Si trattava, dunque, di un sodalizio aperto alle maggiori espressioni del pensiero filosofico del tempo ed ai maggiori temi di dibattito che segnavano la cultura italiana ed europea di quegli anni; un centro culturale che al dinamismo univa una forte impronta di pluralismo culturale - particolarmente significativa nel quadro di un regime totalitario e di un partito unico che si identificava con lo Stato -  vista la  diversa estrazione ed i diversi orientamenti di pensiero che  connotavano i vari intellettuali che parlavano agli Illusi.

La consultazione, presso le Emeroteche cittadine, dei quotidiani Il Mattino ed il Roma degli anni ’30, consentono di verificare agevolmente che i comunicati stampa degli Illusi erano frequenti, talvolta anche 2 o 3 alla settimana, così come frequenti erano le recensioni giornalistiche sulle manifestazioni artistiche e culturali della Compagnia.

 

Altre manifestazioni della vita culturale, fra movimenti esoterici  ed egemonia culturale crociana.

 

In quegli stessi anni, veniva pubblicata la rivista Mondo occulto, diretta da F. Zingaropoli che scriveva anche sul Mattino; essa  si occupava di una vasta gamma di discipline, dall’esoterismo alla parapsicologia, allo spiritismo e che recensì diverse opere di Evola, quali La Tradizione Ermetica e Il Mito del sangue, mostrando di avere grande stima per il filosofo romano.

In quegli stessi anni, si diffuse, soprattutto a Napoli ma anche a Roma, un singolare movimento artistico-esoterico, quello dell’Amletismo, di cui parla Evola in un articolo pubblicato il 21 aprile 1925 sul quotidiano Il Mondo diretto da Giovanni Amendola e da me consultato in originale presso l’Emeroteca della Biblioteca Nazionale di Napoli.
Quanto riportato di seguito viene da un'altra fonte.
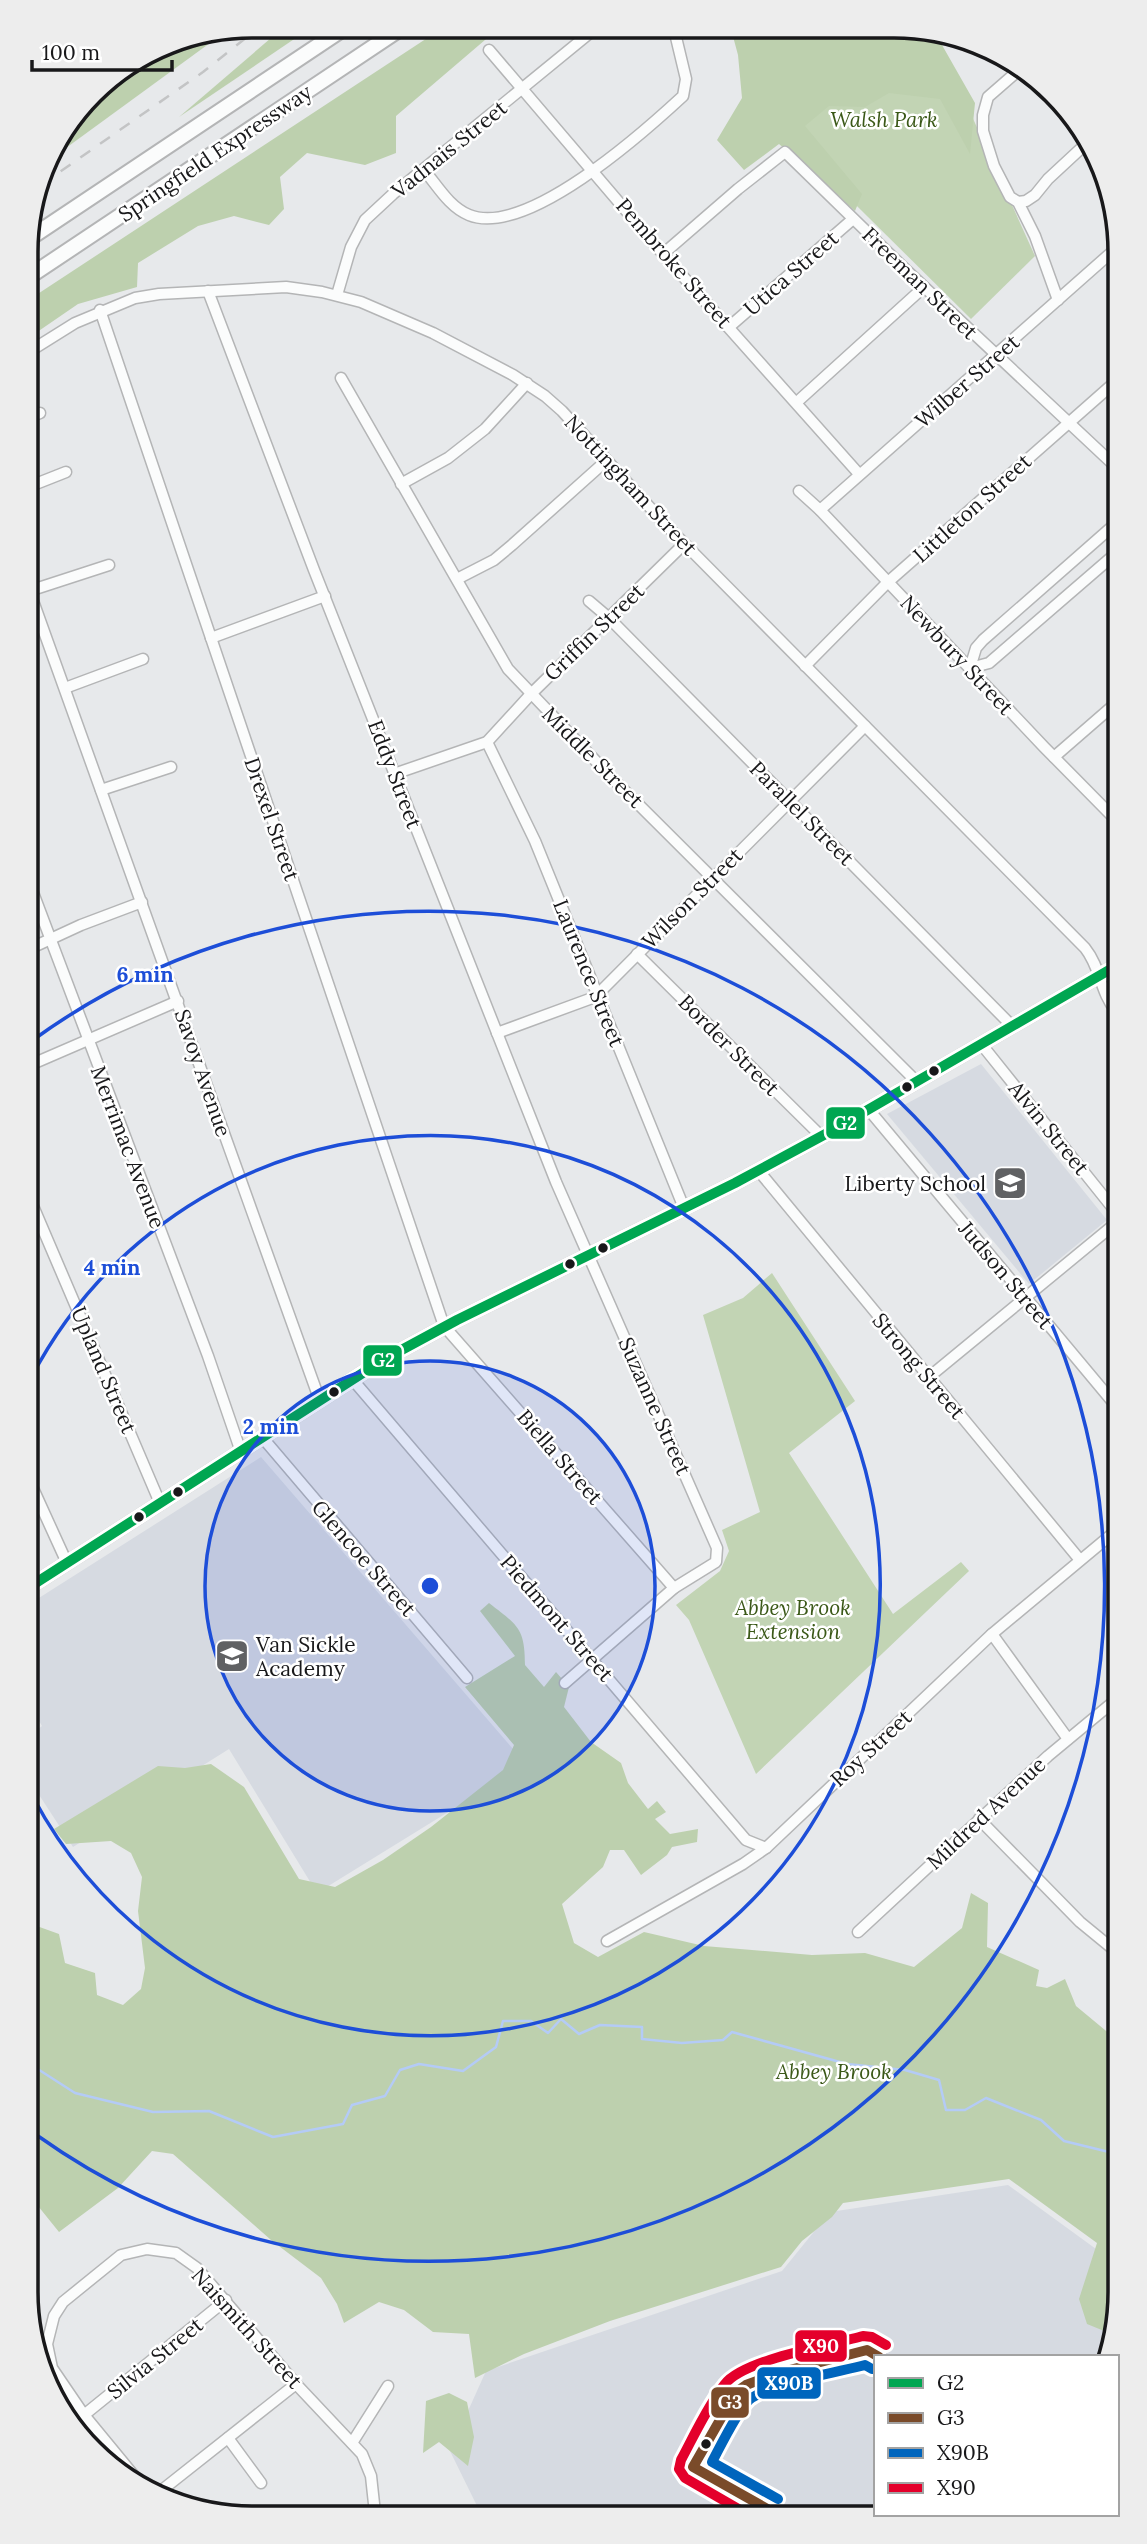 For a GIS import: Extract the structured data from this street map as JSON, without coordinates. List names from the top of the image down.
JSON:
{
  "streets": {
    "highway": ["Springfield Expressway"],
    "street": [
      "Vadnais Street",
      "Pembroke Street",
      "Utica Street",
      "Freeman Street",
      "Wilber Street",
      "Nottingham Street",
      "Littleton Street",
      "Griffin Street",
      "Newbury Street",
      "Middle Street",
      "Eddy Street",
      "Parallel Street",
      "Drexel Street",
      "Wilson Street",
      "Laurence Street",
      "Border Street",
      "Savoy Avenue",
      "Alvin Street",
      "Merrimac Avenue",
      "Judson Street",
      "Strong Street",
      "Upland Street",
      "Suzanne Street",
      "Biella Street",
      "Glencoe Street",
      "Piedmont Street",
      "Roy Street",
      "Mildred Avenue",
      "Naismith Street",
      "Silvia Street"
    ]
  },
  "crossings": [
    ["Vadnais Street", "Pembroke Street"],
    ["Vadnais Street", "Nottingham Street"],
    ["Pembroke Street", "Utica Street"],
    ["Pembroke Street", "Freeman Street"],
    ["Pembroke Street", "Wilber Street"],
    ["Utica Street", "Freeman Street"],
    ["Freeman Street", "Wilber Street"],
    ["Freeman Street", "Littleton Street"],
    ["Wilber Street", "Newbury Street"],
    ["Nottingham Street", "Littleton Street"],
    ["Nottingham Street", "Griffin Street"],
    ["Nottingham Street", "Eddy Street"],
    ["Nottingham Street", "Drexel Street"],
    ["Nottingham Street", "Wilson Street"],
    ["Littleton Street", "Newbury Street"],
    ["Griffin Street", "Middle Street"],
    ["Griffin Street", "Eddy Street"],
    ["Griffin Street", "Parallel Street"],
    ["Griffin Street", "Laurence Street"],
    ["Middle Street", "Wilson Street"],
    ["Eddy Street", "Wilson Street"],
    ["Eddy Street", "Suzanne Street"],
    ["Parallel Street", "Wilson Street"],
    ["Drexel Street", "Biella Street"],
    ["Wilson Street", "Laurence Street"],
    ["Wilson Street", "Border Street"],
    ["Strong Street", "Roy Street"],
    ["Suzanne Street", "Biella Street"],
    ["Piedmont Street", "Roy Street"],
    ["Naismith Street", "Silvia Street"]
  ],
  "parks": ["Walsh Park", "Abbey Brook Extension", "Abbey Brook"],
  "places": {
    "school or university": ["Liberty School", "Van Sickle Academy"]
  },
  "lines": [
    "transit line G2",
    "transit line X90",
    "transit line G3",
    "transit line X90B"
  ],
  "legend": [
    "G2",
    "G3",
    "X90B",
    "X90"
  ],
  "scale_bar": "100 m",
  "rings": ["6 min", "4 min", "2 min"]
} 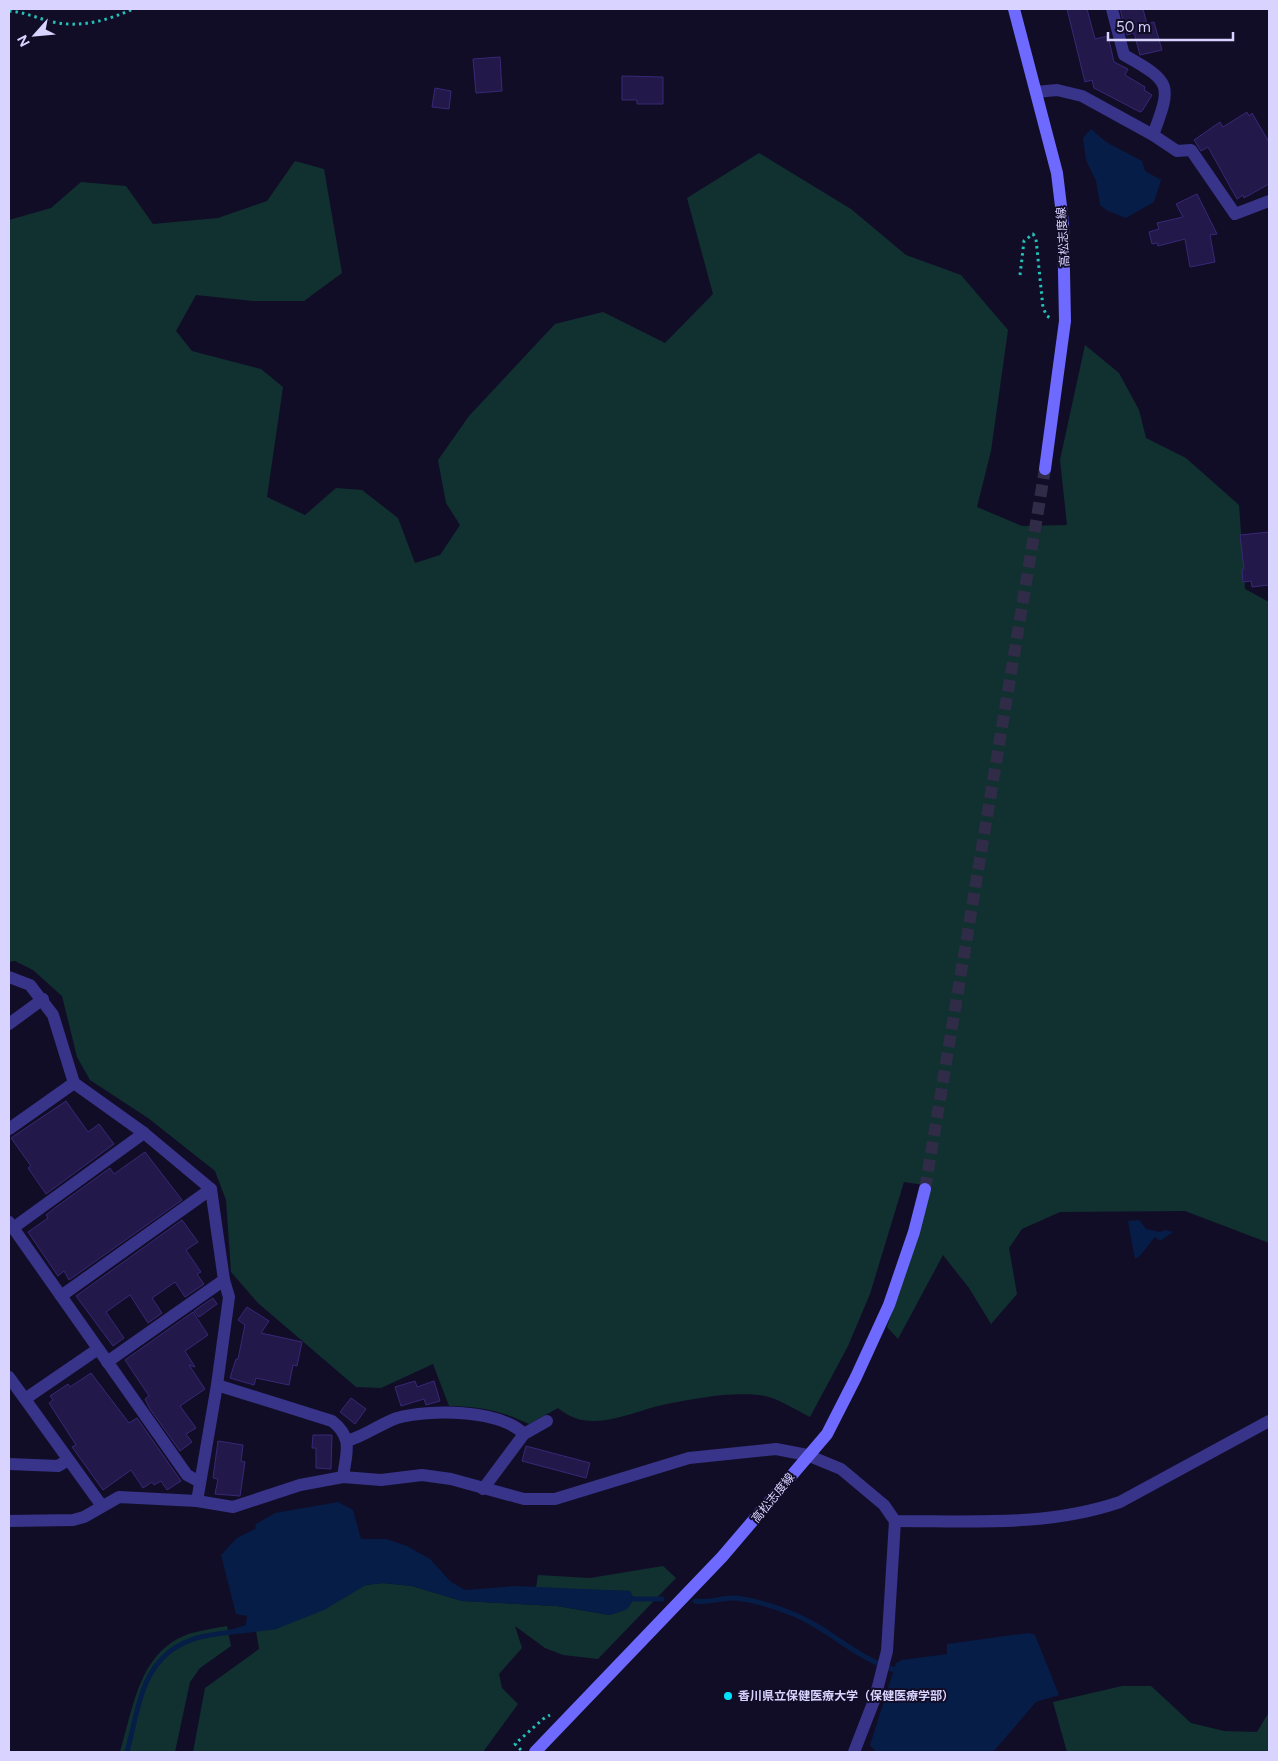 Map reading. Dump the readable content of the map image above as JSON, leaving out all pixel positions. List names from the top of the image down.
{
  "streets": {
    "main road": ["高松志度線"]
  },
  "places": ["香川県立保健医療大学（保健医療学部）"],
  "scale_bar": "50 m",
  "north": "bottom left"
}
Si trattava di un movimento che reinterpretava l’Amleto di Sheakspeare alla luce della dottrina taoista e dell’importanza che in essa ha il principio cosciente quale principio esplicativo della realtà, vista come un sogno prodotto dalla coscienza stessa, la quale, poi, in fondo al suo sogno, ritrova se stessa, oltre ogni velo di illusione.

Il conte Edoardo Garin di Corconato, di origine provenzale, fondatore del movimento, aveva casa a Napoli e, a leggere i suoi scritti, si occupava anche di esperimenti del paranormale e di una forma di spiritismo che chiamava “spiritismo terapeutico”, con l’intento di aiutare gli ammalati nelle loro sofferenze. Può sembrare un fenomeno bizzarro ed in effetti lo è, ma è indicativo del clima culturale di un’epoca in cui lo spiritismo era in voga, ed il paranormale suscitava interesse, perché visto come alternativa e reazione al positivismo di fine ‘800, perdurante agli inizi del Novecento.

Contemporaneamente, si diffondevano i circoli teosofici , sebbene ristretti, nei quali si leggevano le opere dell’esoterista Rudolf Steiner ed i numeri della rivista Ur, diretta da J. Evola. Presso l’Archivio di Stato di Napoli ho ritrovato il  rapporto che un anonimo confidente di polizia inviò, nel 1928, alla Questura, per informare le autorità delle letture e delle conversazioni che si svolgevano in questo circolo teosofico vomerese, composto di poche persone. Tutto ciò che esulava dalla cultura cattolica ufficiale, veniva osservato e controllato con vigilanza occhiuta e con spirito diffidente (3).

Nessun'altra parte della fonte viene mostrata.